Whenever a line in the entries below contains the string "lists", copy that line.

□ □ □ □ □ □ □

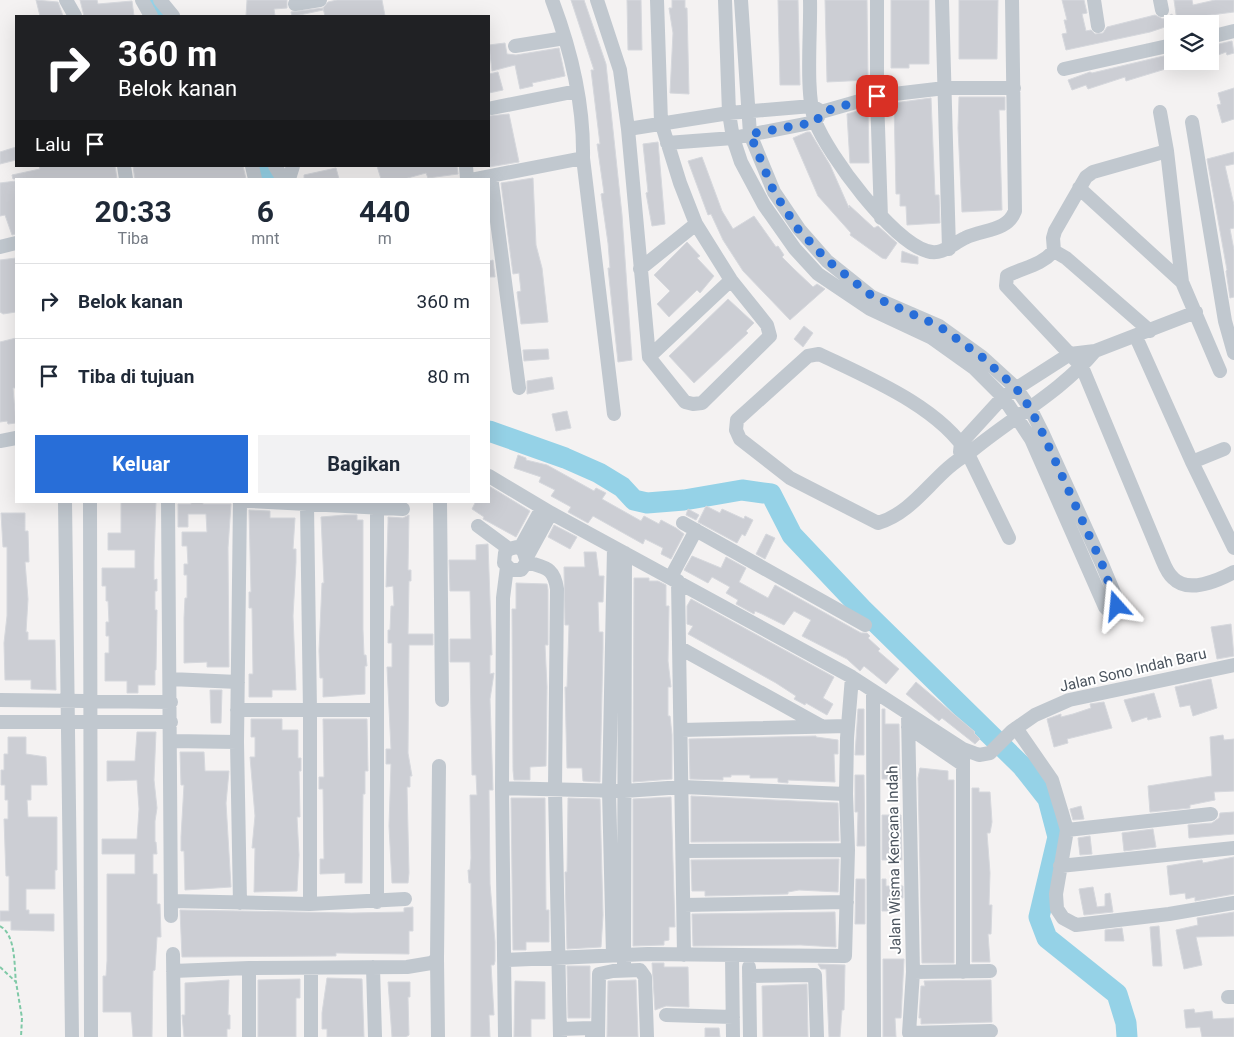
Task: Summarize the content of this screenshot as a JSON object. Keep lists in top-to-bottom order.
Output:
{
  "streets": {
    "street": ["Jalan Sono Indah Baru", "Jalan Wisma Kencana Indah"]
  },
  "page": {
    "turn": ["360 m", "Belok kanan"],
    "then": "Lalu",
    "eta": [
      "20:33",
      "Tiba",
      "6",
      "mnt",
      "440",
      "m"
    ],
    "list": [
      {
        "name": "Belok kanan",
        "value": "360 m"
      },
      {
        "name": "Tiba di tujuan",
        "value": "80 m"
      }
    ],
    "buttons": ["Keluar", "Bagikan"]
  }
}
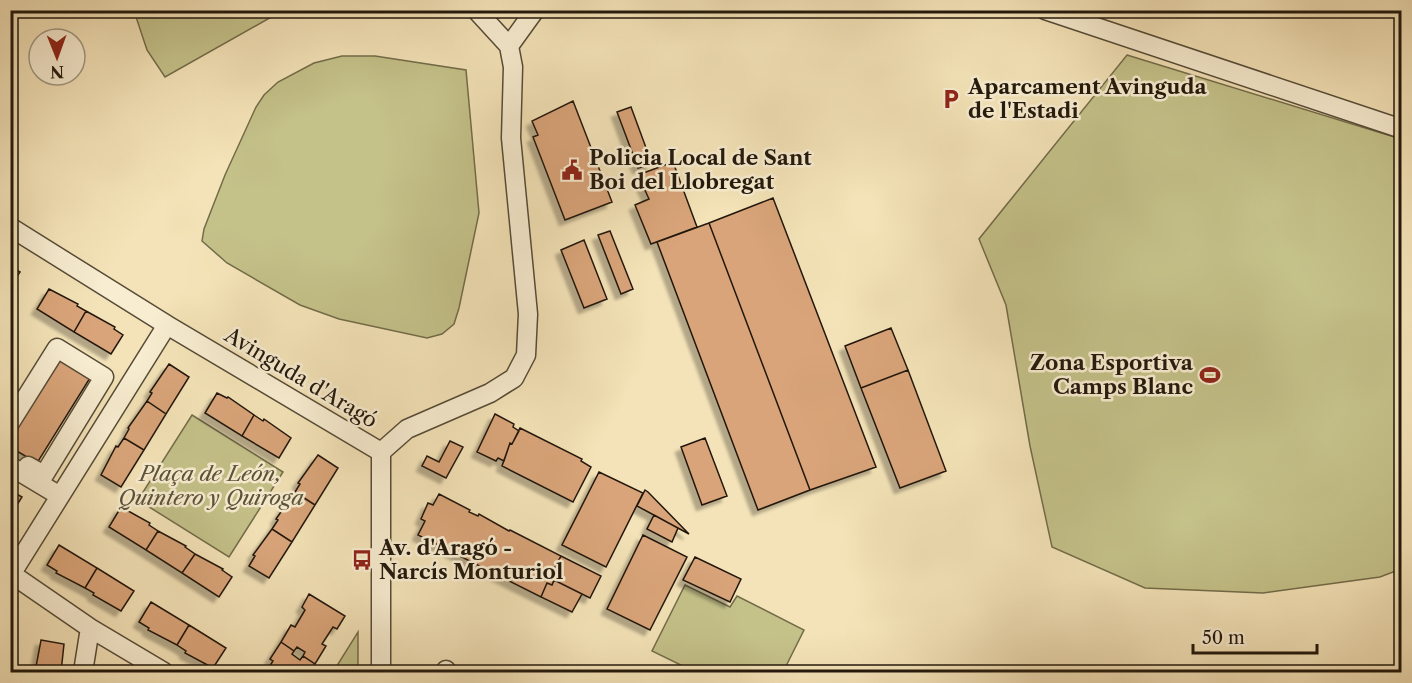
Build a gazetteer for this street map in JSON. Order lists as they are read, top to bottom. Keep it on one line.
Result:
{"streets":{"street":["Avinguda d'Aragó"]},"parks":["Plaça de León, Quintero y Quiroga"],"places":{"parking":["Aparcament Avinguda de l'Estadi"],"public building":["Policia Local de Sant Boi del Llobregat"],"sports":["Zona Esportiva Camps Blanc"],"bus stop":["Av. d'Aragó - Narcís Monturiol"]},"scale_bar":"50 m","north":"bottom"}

□ □ □ □ □ □ □

## EXERCISE OUTPUT
Task: Summarize the content of this screenshot as a JSON object. Keep lists in top-to-bottom order.
Build a gazetteer for this street map in JSON. Order lists as they are read, top to bottom. Keep it on one line.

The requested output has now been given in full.